That’s Rep. Lois Kolkhorst of Texas, where the first consideration in choosing a university is the football team.
Texas has a new law that will put online a school’s attendance costs, plus published work, syllabi, cvs, and salaries of all professors at public universities in the state. It had bipartisan support.
The AAUP isn’t happy.
… The Texas Conference of the American Association of University Professors requested a repeal of the law in its June newsletter.
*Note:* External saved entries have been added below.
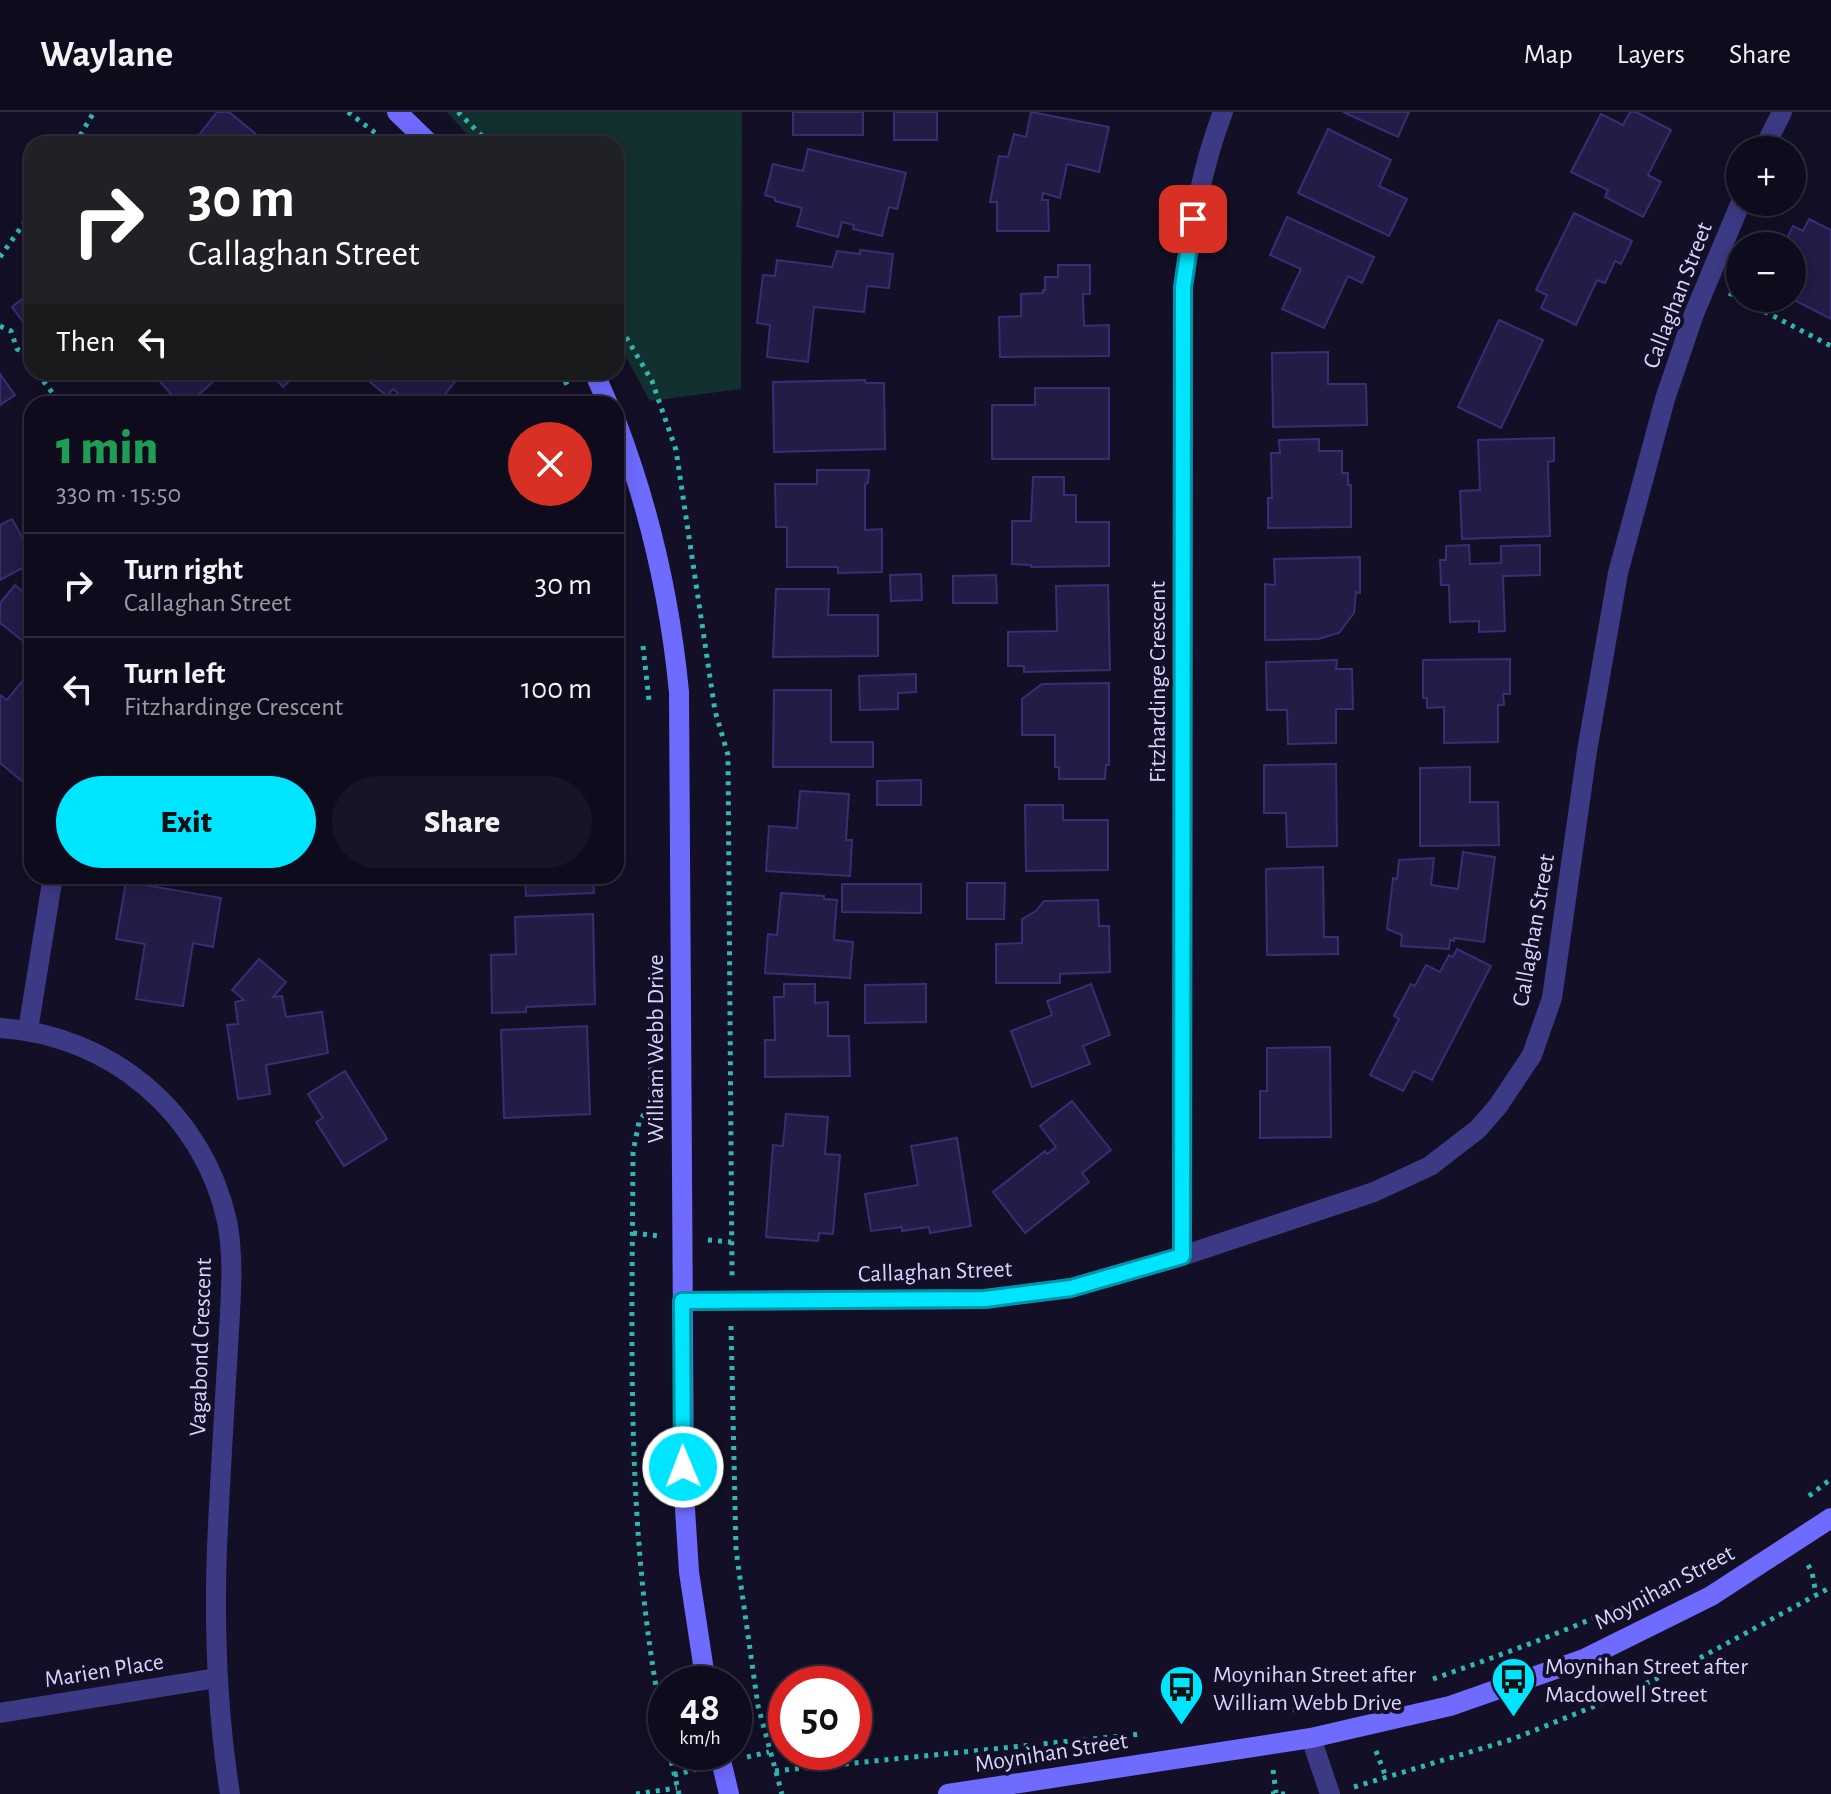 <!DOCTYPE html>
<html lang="en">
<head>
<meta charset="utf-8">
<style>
  :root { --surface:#0e0b1c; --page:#171425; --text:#f1f3f6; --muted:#9b9ba3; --line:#2e2b3b; --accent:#00e5ff }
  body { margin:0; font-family:"Alegreya Sans",sans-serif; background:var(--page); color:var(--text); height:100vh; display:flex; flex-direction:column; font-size:30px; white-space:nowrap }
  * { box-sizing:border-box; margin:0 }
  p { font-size:26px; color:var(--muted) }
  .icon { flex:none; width:44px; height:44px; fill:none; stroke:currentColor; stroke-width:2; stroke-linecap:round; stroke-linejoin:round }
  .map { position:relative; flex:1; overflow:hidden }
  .drawer { position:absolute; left:24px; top:284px; width:600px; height:488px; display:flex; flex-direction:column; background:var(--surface); border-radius:24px; box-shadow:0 4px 20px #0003,0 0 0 2px var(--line) }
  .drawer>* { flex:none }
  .banner { position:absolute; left:24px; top:24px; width:600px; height:244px; border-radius:24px; box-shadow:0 4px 20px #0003,0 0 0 2px var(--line); background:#202124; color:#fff; overflow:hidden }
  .buttons { position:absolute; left:1726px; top:24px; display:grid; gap:16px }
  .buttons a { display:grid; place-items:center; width:80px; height:80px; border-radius:50%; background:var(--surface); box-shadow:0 4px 20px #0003,0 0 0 2px var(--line); font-size:40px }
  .speed { position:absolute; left:648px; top:1554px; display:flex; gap:16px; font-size:40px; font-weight:700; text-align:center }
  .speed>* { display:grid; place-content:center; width:104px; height:104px; border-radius:50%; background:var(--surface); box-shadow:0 4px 20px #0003,0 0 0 2px var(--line); line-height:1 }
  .speed small { font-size:20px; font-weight:400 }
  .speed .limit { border:12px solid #d22; background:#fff; color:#111 }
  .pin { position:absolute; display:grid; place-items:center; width:68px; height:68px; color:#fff; margin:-34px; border-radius:16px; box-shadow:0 4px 12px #0006 }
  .me { position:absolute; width:88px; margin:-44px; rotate:359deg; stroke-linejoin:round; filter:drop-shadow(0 0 6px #0008) }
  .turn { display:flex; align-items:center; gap:28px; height:168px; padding:0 32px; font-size:36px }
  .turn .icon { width:104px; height:104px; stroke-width:2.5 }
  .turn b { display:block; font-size:56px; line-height:68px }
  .then { display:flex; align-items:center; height:76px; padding:0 32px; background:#0003; gap:16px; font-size:30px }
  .round { display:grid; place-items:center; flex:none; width:84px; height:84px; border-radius:42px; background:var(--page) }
  .head { display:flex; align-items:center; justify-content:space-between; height:136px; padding:0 32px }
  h1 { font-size:48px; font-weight:800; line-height:60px; color:#1e9e55 }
  .cta { display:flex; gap:16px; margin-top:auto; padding:16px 32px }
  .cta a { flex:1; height:92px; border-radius:48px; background:var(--accent); color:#111; font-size:32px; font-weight:800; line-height:92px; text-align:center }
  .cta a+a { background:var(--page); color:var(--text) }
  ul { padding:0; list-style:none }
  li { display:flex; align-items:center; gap:24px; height:104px; padding:0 32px; border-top:2px solid var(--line) }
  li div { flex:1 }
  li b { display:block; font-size:30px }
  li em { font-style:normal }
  header { display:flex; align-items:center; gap:48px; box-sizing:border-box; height:112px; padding:0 40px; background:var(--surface); border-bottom:2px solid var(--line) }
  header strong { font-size:38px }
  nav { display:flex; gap:44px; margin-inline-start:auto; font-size:28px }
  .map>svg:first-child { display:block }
  .green { fill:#12302f }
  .building { fill:#241b47; stroke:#3b2d73; stroke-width:2 }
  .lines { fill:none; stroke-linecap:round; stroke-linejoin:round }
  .path { stroke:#2fb8b0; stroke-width:5; stroke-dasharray:4 6; stroke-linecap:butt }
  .street { stroke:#3d3a85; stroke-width:20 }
  .secondary { stroke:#6f6bff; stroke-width:20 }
  .route-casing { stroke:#0095a6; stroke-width:20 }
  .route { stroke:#00e5ff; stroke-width:14 }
  .labels { text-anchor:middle; stroke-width:8; stroke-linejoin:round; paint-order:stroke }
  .street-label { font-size:24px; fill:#d9d4ff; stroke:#130f26 }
  .poi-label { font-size:24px; fill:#d9d4ff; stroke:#130f26; text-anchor:start }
</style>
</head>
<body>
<header>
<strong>Waylane</strong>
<nav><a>Map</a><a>Layers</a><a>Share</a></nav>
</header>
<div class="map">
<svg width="1831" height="1682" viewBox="0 0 1831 1682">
  <rect width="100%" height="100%" fill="#130f26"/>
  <path class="green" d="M447 0H742L741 277 650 289 616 227V32H476Z"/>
  <g class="building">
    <path d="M217 0H229L268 32H192Z"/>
    <rect x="793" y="0" width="70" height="23"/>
    <rect x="894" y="0" width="43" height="28"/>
    <path d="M1031 0 1109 15 1099 60 1067 52 1060 86 1043 81 1042 88H1048L1049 119H997V90H990L999 44 1008 45 1014 22 1026 25Z"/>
    <path d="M1343 0H1409L1398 25Z"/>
    <path d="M1630 0H1636L1671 18 1648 63 1661 70 1643 105 1605 85 1608 78 1571 60 1601 2 1623 13Z"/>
    <path d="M1328 17 1391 48 1379 74 1407 87 1389 124 1298 81Z"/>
    <path d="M808 37 906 61 897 97 889 95 882 124 853 117 854 113 842 110 838 125 797 114 802 96 775 89V86L765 83 773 52 803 59Z"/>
    <path d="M1574 101 1632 129 1621 152 1615 149 1605 171 1597 168 1576 213 1541 196 1547 183 1536 178Z"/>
    <path d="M1287 105 1374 145 1362 171 1348 164 1324 216 1282 197 1301 157 1270 143Z"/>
    <path d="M1809 107 1831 118V207L1792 187 1807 158 1792 151 1794 134 1785 130 1793 114 1803 119Z"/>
    <path d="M860 138 893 142 889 176 867 174 864 200 814 195 808 250 767 245 770 213 757 211 763 163 775 164 777 148 832 155 837 139 860 142Z"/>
    <path d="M1058 153H1090V182H1083L1084 214 1109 213V244L1000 245 999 205 1021 204V182L1043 181V178H1045V165H1058Z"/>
    <path d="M32 179V222L12 195Z"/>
    <path d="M1499 208 1543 228 1501 316 1458 295Z"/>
    <path d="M1328 240V272H1366L1367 313 1273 315 1272 241Z"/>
    <path d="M160 260H224L188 292H180L155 264Z"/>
    <path d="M270 260H299L283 275Z"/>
    <path d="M368 260H463L437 292H388L398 281 393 277 387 284 364 265Z"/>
    <path d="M0 262 15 283 0 293Z"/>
    <path d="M865 268 866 271H884L885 337 774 340 773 270Z"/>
    <path d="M1035 276H1109V347H992V293H1035Z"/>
    <path d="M1554 326V349L1548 350 1550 424 1462 427 1460 379 1480 378 1478 328Z"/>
    <path d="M1319 327V339H1342V361H1348V373H1351V415L1268 416V386H1272L1271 341H1280L1279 328Z"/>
    <path d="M817 358H869L868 371 865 372V418L882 417V460L838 461V455H787V415H776L775 372H817Z"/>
    <path d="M1033 365H1064V383H1076V410H1109V454L1031 455V453L1012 452V409H1031Z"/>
    <path d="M12 407 22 425 31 420 32 422V451L0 468V413Z"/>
    <path d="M1469 433 1470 452 1501 451V434L1540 433V463L1503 464 1505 519 1479 520V509L1450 510 1449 473H1441L1440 448H1446V434Z"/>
    <path d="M1360 445V481L1356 480 1354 501 1339 521 1318 527 1265 528V472L1275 473 1274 447Z"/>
    <path d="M921 462 922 488 891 489 890 463Z"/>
    <path d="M996 463 997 491H953V464Z"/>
    <path d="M15 473 32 487V536L0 511V491Z"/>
    <path d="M1108 473 1110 558 1024 560V554H1008V520L1057 519 1056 474Z"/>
    <path d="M776 477H829L828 503H878V544L773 545Z"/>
    <path d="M1510 547V582H1503L1504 593H1498V630L1444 631V595L1427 596V586H1423V548Z"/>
    <path d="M1337 548 1336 557H1352L1353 597H1336V631L1288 632 1287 598H1267L1266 550Z"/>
    <path d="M916 562V580L898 581V597L860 598 859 564Z"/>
    <path d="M24 567 32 573V657L22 669 0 651V583L7 588Z"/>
    <path d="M1109 571V653H1106L1105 667H1059V655H1055V623H1022V587L1042 572Z"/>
    <path d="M774 578H831V630H873V655H773Z"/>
    <path d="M1336 652 1337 734 1287 735 1286 701H1264V653Z"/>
    <path d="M1470 655V690H1498L1499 733 1420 734V656Z"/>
    <path d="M921 668V693H877V669Z"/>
    <path d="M800 679 849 682 846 728H852L850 764 766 759 769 714 797 716Z"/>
    <path d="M1025 693H1063V708H1108V758L1026 759Z"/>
    <path d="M1463 740 1495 745 1484 830 1454 826V829L1450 828 1449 837 1401 834 1402 823 1387 817 1393 766 1397 767 1399 748 1434 746 1431 773 1458 777Z"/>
    <path d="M1323 755 1324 825H1338V842L1267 843 1266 757Z"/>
    <path d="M525 764H593L594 781 526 784Z"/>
    <path d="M126 770 221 786 213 835 193 831 183 894 136 887 145 832 116 827Z"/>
    <path d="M967 771H1005L1004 807H967Z"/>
    <path d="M842 772H921V801L842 800Z"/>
    <path d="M781 781 824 784V787L837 788 834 826 835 828 853 830 850 866 765 861 768 822 777 823Z"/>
    <path d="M1098 788 1099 814H1109L1110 860 1060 862V871H996V832L1022 831V807L1036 799 1044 789Z"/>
    <path d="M593 802 595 892 526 895V900L492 901 491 843 516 842 515 805Z"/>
    <path d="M1457 837 1491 854 1432 968 1414 959 1403 979 1370 963 1399 907 1394 904 1411 872 1415 874 1426 853 1440 860 1449 843 1453 845Z"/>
    <path d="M259 847 286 870 273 885 282 884 286 905 322 900 328 941 266 953 270 982 238 987 227 913 238 912 235 890 244 888 232 878Z"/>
    <path d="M784 872H815V891L828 890V924H849L850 964 765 965V928H775L774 885H784Z"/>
    <path d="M926 872V910L865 911V873Z"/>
    <path d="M1091 872 1110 923 1083 934 1090 952 1032 975 1011 919 1052 903 1047 889Z"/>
    <path d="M587 914 590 1002 504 1006 501 918Z"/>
    <path d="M1330 935 1331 1025 1260 1026V979H1267V936Z"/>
    <path d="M345 959 387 1027 344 1054 316 1010 323 1006 308 982Z"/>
    <path d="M1072 989 1111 1038 1082 1061 1089 1070 1025 1121 993 1080 1045 1039 1047 1042 1056 1035 1040 1014Z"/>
    <path d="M786 1002 828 1005 825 1042 840 1043 833 1122 819 1121 818 1129 766 1125 773 1033 783 1034Z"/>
    <path d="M957 1026 971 1114 930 1121 929 1115 902 1119V1115L871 1119 865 1082 918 1073 911 1034Z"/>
  </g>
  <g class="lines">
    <g class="path">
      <path d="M348 0 378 23"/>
      <path d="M458 0 490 32"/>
      <path d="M75 32 94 0"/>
      <path d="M0 145 32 100"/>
      <path d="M1729 181 1831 234"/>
      <path d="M616 208 652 269 676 338 715 599 728 643 732 1164"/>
      <path d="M0 214 11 219 17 237 32 245"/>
      <path d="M41 260V266L61 292"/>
      <path d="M561 260 567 273"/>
      <path d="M643 534 649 588"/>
      <path d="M651 934V991L639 1010 633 1040C632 1236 625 1434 666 1627"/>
      <path d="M633 1121 659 1124"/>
      <path d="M708 1128 731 1130"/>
      <path d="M731 1214 736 1438 758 1594 782 1682"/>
      <path d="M1809 1384 1831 1367"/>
      <path d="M1808 1453 1812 1460 1816 1482"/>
      <path d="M1433 1567C1534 1531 1636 1495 1727 1437"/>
      <path d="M1293 1598 1318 1593"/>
      <path d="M1376 1639 1386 1665"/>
      <path d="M669 1640 679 1682"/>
      <path d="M747 1645 769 1640"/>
      <path d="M1273 1658 1276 1681"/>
      <path d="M775 1659 1141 1622"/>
      <path d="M674 1663 698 1657"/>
      <path d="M1354 1675 1513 1627 1600 1592 1685 1554 1831 1475"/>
      <path d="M636 1682 677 1676"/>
      <path d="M1271 1682H1288"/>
    </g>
    <g class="street">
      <path d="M1763 38 1782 0"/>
      <path d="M0 916C110 923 203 1000 227 1109 235 1150 230 1194 228 1236 224 1302 220 1369 217 1435 214 1518 217 1600 230 1682"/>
      <path d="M28 918 53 764"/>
      <path d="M1182 1144 1183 175C1192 115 1201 57 1223 0"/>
      <path d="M682 1189 985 1187 1071 1176 1182 1144 1374 1080 1430 1054 1478 1017 1498 994 1532 943 1552 886 1587 639 1618 461 1665 287 1694 202 1741 90"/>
      <path d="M0 1601 217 1566"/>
      <path d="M1311 1626 1330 1682"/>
    </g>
    <g class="secondary">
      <path d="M397 0 430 32"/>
      <path d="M594 260 608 292"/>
      <path d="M616 309C650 398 670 486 679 580L684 1381 689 1460 706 1572"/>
      <path d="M719 1640 729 1682"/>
      <path d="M948 1682 1311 1626 1450 1594 1584 1547 1711 1484 1831 1406"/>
    </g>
  </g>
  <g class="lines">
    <defs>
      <path id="route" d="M683 1355 682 1189 985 1187 1071 1176 1182 1144 1183 175 1193 107"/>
    </defs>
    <use href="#route" class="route-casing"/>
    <use href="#route" class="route"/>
  </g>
  <defs>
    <symbol id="bus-pin" viewBox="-11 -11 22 30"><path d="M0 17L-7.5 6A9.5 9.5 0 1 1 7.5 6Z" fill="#00e5ff" stroke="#130f26"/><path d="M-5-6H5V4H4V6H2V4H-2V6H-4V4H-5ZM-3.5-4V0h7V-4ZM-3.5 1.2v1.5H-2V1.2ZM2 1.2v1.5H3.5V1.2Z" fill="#111"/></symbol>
  </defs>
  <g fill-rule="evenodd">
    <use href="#bus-pin" x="1488" y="1542" width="51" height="69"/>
    <use href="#bus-pin" x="1156" y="1550" width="51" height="69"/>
  </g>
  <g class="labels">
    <g class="street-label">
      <text transform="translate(1677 183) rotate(-69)" y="8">Callaghan Street</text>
      <text transform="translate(1157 570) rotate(-90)" y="8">Fitzhardinge Crescent</text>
      <text transform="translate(1533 818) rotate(-80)" y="8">Callaghan Street</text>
      <text transform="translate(655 937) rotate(-90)" y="8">William Webb Drive</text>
      <text transform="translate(935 1159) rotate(-2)" y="8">Callaghan Street</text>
      <text transform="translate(200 1235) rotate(-88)" y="8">Vagabond Crescent</text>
      <text transform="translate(1664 1475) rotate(-28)" y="8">Moynihan Street</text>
      <text transform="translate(104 1558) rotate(-9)" y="8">Marien Place</text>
      <text transform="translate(1051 1640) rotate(-9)" y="8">Moynihan Street</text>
    </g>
    <g class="poi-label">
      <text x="1545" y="1562">Moynihan Street after<tspan x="1545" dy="28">Macdowell Street</tspan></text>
      <text x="1213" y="1570">Moynihan Street after<tspan x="1213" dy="28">William Webb Drive</tspan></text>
    </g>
  </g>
</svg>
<div class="buttons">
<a>+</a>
<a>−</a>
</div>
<div class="speed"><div>48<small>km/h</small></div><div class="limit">50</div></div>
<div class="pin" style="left:1193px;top:107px;background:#d93025"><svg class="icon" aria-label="arrive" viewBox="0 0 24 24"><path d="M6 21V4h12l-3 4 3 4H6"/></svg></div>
<svg class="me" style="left:683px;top:1355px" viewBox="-20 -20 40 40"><circle r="17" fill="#00e5ff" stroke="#fff" stroke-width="3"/><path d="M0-11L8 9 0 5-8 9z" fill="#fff"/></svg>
<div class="banner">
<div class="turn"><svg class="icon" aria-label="right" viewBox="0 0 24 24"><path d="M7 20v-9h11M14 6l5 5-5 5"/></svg><div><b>30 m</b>Callaghan Street</div></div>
<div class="then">Then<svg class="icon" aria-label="left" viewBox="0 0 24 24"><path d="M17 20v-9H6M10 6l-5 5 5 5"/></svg></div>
</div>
<section class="drawer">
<div class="head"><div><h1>1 min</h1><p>330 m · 15:50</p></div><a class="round" style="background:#d93025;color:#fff"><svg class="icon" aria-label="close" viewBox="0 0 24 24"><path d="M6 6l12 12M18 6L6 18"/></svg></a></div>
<ul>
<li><svg class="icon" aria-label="right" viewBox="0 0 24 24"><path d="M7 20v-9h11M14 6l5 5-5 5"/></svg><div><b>Turn right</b><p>Callaghan Street</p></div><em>30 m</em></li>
<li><svg class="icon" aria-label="left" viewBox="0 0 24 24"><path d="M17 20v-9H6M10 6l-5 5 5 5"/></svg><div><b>Turn left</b><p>Fitzhardinge Crescent</p></div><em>100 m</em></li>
</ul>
<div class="cta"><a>Exit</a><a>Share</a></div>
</section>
</div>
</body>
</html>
The group said the law is an unfunded mandate that would have a chilling effect on classroom discussion of controversial subjects.
If professors are required to post detailed descriptions of class material online, those opposed to the discussion topics would be able to target specific classes and professors, the association said.
“As far as any of us can tell, this is an attempt by cultural conservatives to identify course content they might view as undesirable, and is thus clearly an attack upon academic freedom,” a previous newsletter said.
Murray Leaf, speaker of the Faculty Senate at the University of Texas at Dallas, said that despite the bill’s portrayal as a measure promoting transparency, it displays “an insulting mistrust of higher education faculty.”
“Faculty in the United States decide the curriculum,” Leaf said. “We are largely autonomous. The people behind this bill are opposed to that and are trying to undermine it.”
A law requiring professors to post their résumés online suggests that they’re not qualified to teach their classes. And the higher education system depends on peer review by other educators, which is a better method for judging professors’ qualifications than review by the general public, Leaf said.
“The law really isn’t primarily about giving students better information, but about giving people who want to attack higher education better information,” he said. “We’re not against transparency. We’re against being attacked by our enemies.”…
This isn’t a very good argument. Professors should be fine with giving attackers better information, shouldn’t they? Shouldn’t that make the attack better informed, and therefore perhaps fairer? Putting this in terms of “our enemies” makes professors sound like Richard Nixon.